**Directions for this task**
Check every line of the data below for the word "labels" and say how many have it, without further comment.

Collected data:
┄┄┄┄┄┄┄┄┄┄
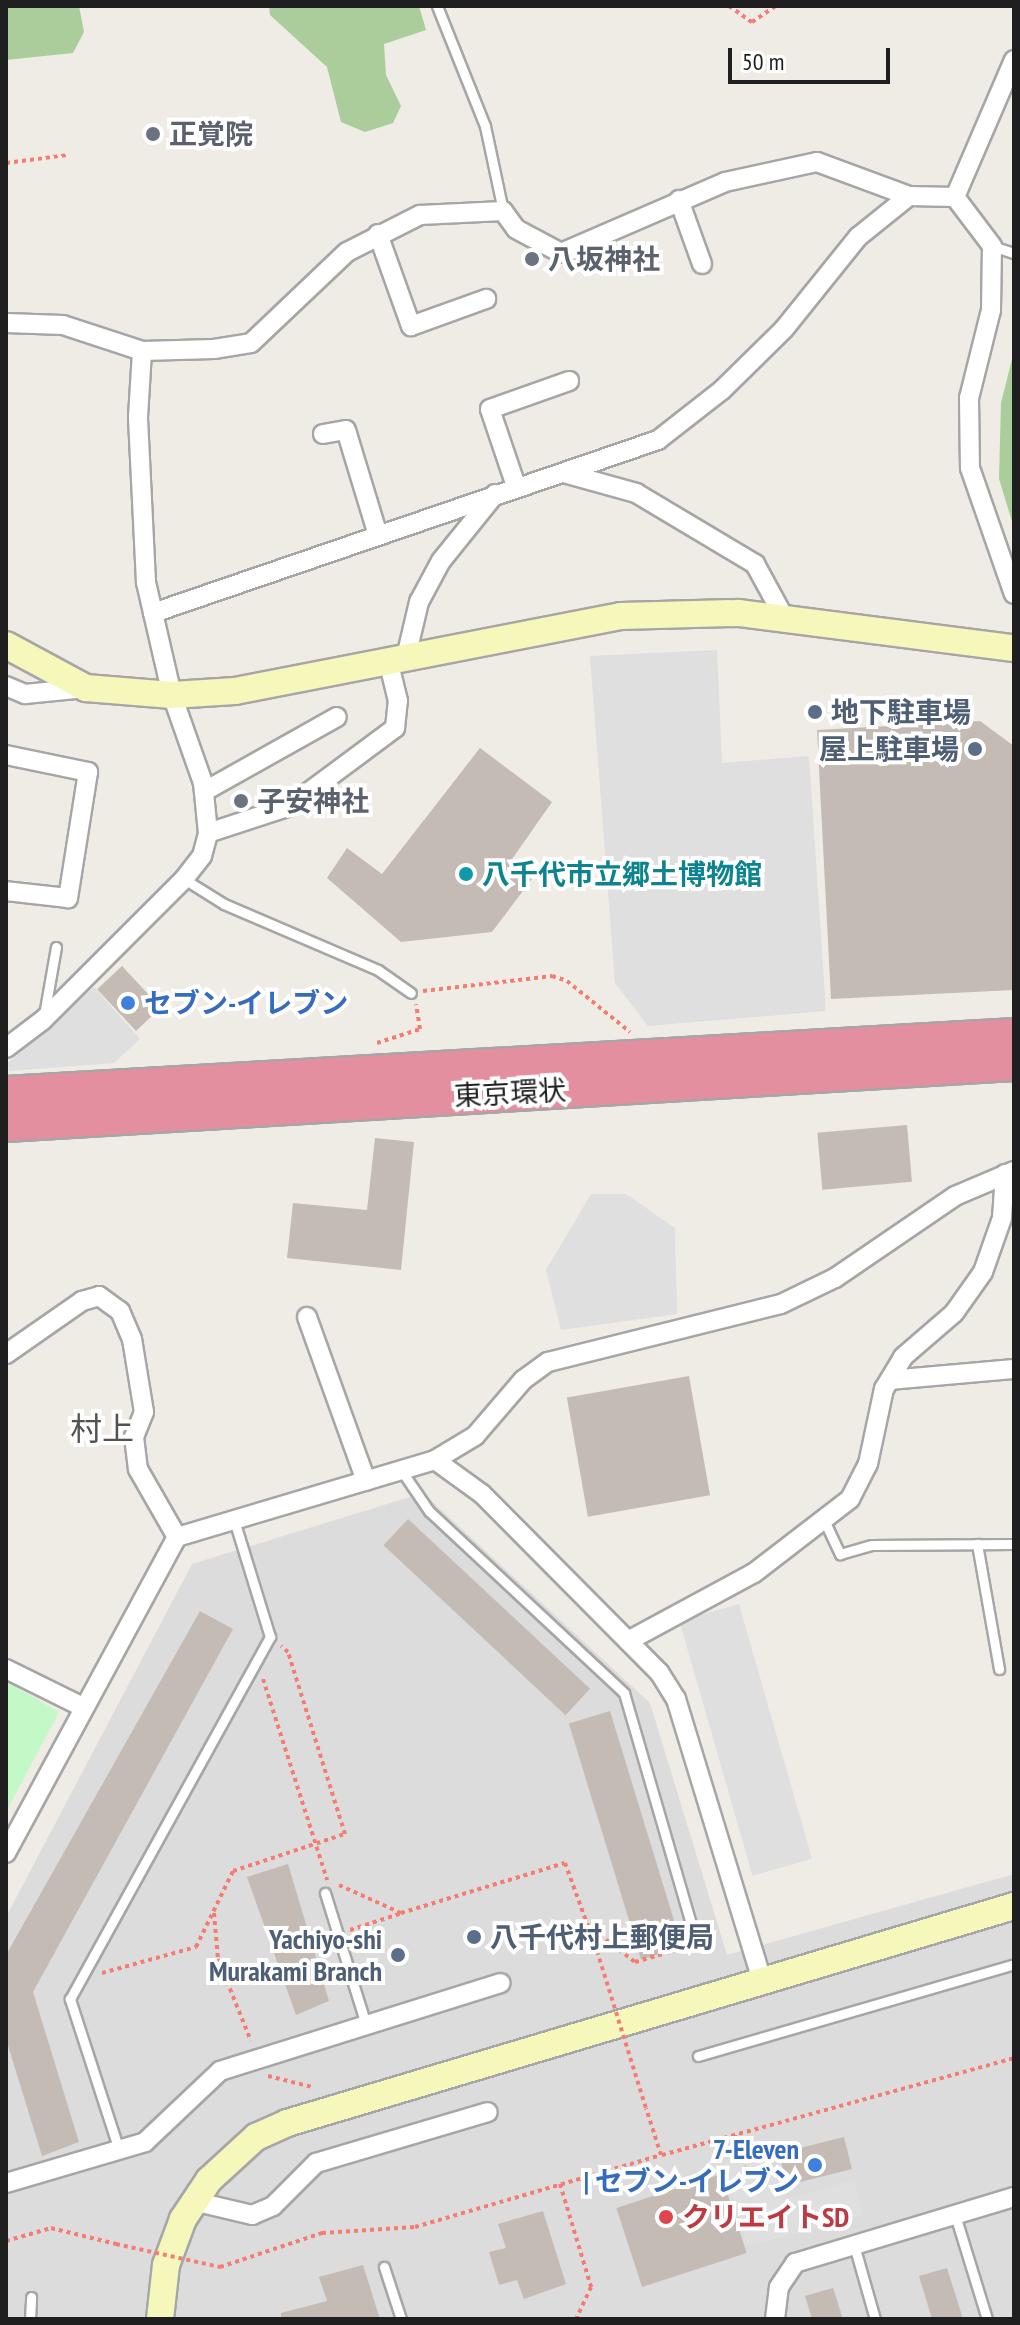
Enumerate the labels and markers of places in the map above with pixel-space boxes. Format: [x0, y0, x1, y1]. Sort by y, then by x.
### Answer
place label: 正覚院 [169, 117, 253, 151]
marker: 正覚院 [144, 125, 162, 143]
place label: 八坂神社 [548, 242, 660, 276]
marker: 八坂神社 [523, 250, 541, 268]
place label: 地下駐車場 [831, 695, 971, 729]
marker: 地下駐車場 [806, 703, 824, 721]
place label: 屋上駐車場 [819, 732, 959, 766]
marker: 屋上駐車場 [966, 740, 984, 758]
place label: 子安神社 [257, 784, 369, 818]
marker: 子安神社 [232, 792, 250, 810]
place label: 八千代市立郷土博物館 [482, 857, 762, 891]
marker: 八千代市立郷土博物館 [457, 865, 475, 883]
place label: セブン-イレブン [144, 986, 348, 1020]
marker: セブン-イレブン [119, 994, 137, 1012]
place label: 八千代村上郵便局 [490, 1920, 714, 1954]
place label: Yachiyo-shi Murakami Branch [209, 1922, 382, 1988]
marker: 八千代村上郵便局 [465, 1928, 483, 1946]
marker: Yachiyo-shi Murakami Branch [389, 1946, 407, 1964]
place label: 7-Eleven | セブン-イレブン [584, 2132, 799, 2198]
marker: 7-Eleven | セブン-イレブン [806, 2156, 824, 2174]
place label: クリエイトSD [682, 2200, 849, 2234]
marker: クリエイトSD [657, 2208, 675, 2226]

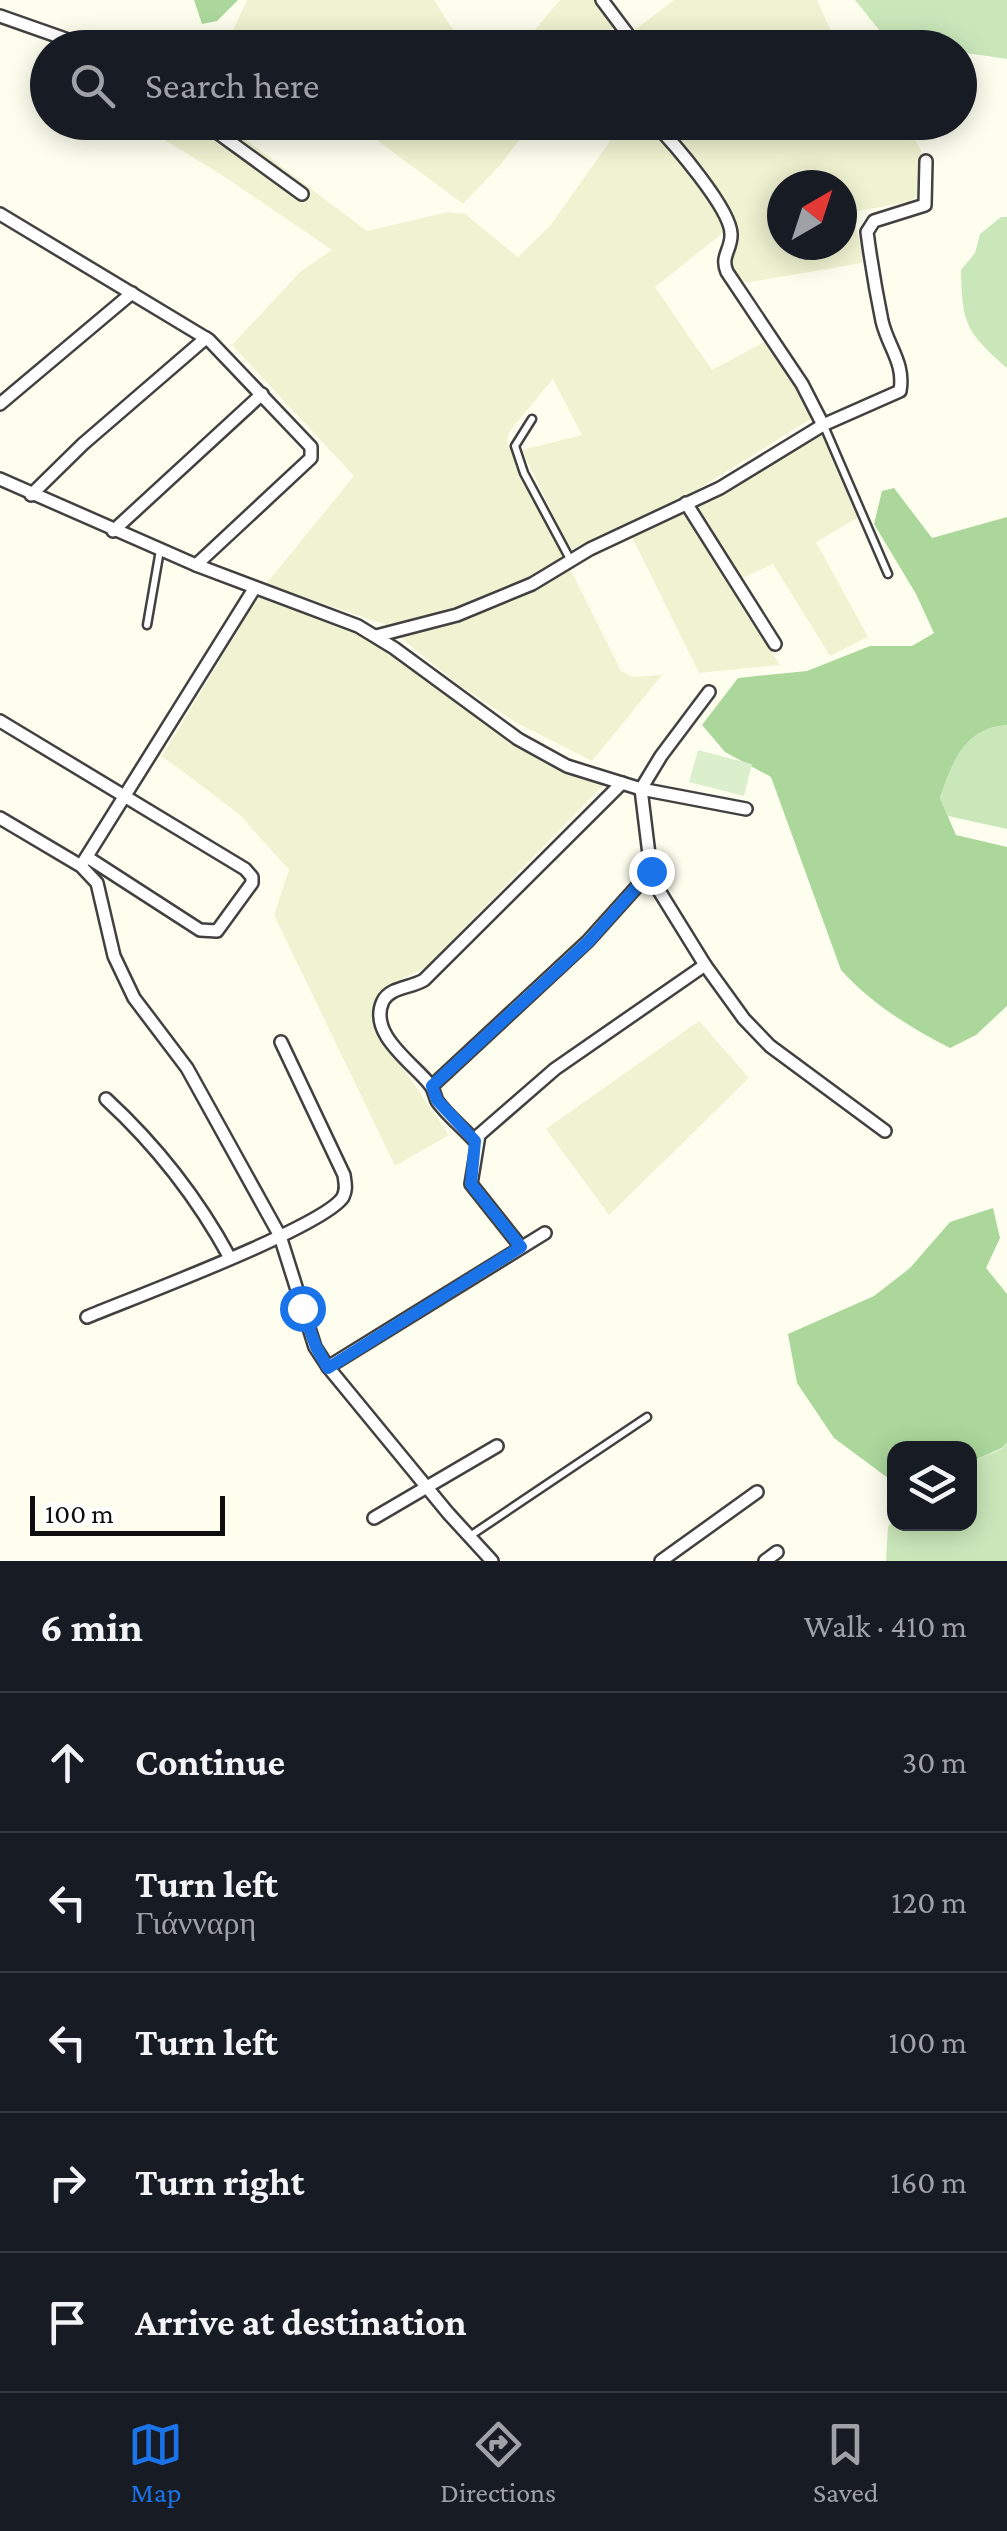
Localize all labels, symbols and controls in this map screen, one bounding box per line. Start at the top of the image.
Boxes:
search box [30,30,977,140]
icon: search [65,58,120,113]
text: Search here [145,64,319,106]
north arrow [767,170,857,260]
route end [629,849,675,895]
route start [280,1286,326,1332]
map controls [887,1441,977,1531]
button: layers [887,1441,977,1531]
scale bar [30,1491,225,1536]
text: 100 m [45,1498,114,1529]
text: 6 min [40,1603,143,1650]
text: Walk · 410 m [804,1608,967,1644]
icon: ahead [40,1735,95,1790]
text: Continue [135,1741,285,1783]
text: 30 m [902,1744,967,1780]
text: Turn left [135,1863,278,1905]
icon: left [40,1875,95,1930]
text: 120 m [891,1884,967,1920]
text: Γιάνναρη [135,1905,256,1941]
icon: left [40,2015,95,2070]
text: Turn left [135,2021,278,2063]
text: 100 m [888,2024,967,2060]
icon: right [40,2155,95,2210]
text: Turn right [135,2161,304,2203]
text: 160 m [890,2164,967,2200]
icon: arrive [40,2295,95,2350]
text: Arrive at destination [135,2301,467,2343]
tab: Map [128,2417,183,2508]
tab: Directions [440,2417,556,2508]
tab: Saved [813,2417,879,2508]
┄┄┄┄┄┄┄┄┄┄
**Solution to this problem**
2